LIONEL NACCACHE – Colloque 2024

(Dé)raison d’espérer ?
Lionel Naccache, texte de l’intervention du vendredi 13/12/2024 au Colloque Gypsy « Des
raisons d’espérer ? »

Lorsque Muriel Flis-Treves et René Frydman m’ont sympathiquement invité à contribuer à ce nouvel opus des Colloques Gypsy, j’ai rapidement entendu ce titre stimulant « Des raisons d’espérer ? » en fusionnant les deux premiers mots en un seul : Déraison d’espérer ? dans le sens de : ne serait-il pas déraisonnable que d’espérer ? Une déraison, que d’espérer ?

Je m’explique, et pour cela revenons au titre véritable : des raisons (en deux mots) d’espérer introduit la notion de causalité. Nous allons chercher des causes à la possibilité de nourrir l’espoir que le monde aille mieux. Réfléchir à la causalité de l’espoir revient donc nécessairement à convier la rationalité à notre
exercice. Chercher des raisons d’espérer est donc une invitation de la raison, au singulier, au pays de l’espoir. Une juxtaposition de la Raison et de l’Espoir.

Et soyons francs, au commencement, tout semblait aller de soi : nous vivons une période pleine de catastrophes collectives, sous de multiples dimensions, et le ressort de l’espoir apparaît salutaire pour nous aider à la traverser au mieux.

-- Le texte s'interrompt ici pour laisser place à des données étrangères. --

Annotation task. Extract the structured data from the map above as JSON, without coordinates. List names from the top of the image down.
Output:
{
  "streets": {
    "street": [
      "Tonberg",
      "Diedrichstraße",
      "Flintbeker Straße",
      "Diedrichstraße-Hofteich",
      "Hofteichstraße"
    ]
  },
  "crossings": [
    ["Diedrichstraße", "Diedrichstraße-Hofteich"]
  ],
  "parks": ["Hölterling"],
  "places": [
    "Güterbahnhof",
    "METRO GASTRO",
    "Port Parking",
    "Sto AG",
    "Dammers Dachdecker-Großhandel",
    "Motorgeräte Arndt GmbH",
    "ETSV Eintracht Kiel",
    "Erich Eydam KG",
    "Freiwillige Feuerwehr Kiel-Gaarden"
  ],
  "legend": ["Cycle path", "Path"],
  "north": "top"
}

L’espoir fait vivre, certes, mais le projet de contraindre cet espoir par ce que la raison est en droit de pouvoir d’attendre sans pensée magique semble effectivement la meilleure des idées : identifier les raisons de pouvoir s’adonner à espérer. Motiver notre espoir par la raison, et mettre la raison au service de notre capacité projective… pour se tourner vers des jours meilleurs.

Saupoudrons le tout d’une petite pincée de pensée performative (quand dire c’est faire), – pensée performative aux vertus placebo -, et le tour semble en passe d’être joué ! Des raisons d’espérer, ou les noces de l’espoir et de la raison.

Les noces de l’espoir, envisagé comme une modalité de la croyance (vouloir croire pouvoir aller mieux), et des lumières rationnelles. La symbiose entre la raison et l’espoir vaudrait bien celle de l’anémone et du Bernard l’ermite !

Mais voilà que ce joyeux mécanisme commence à se mettre à grincer.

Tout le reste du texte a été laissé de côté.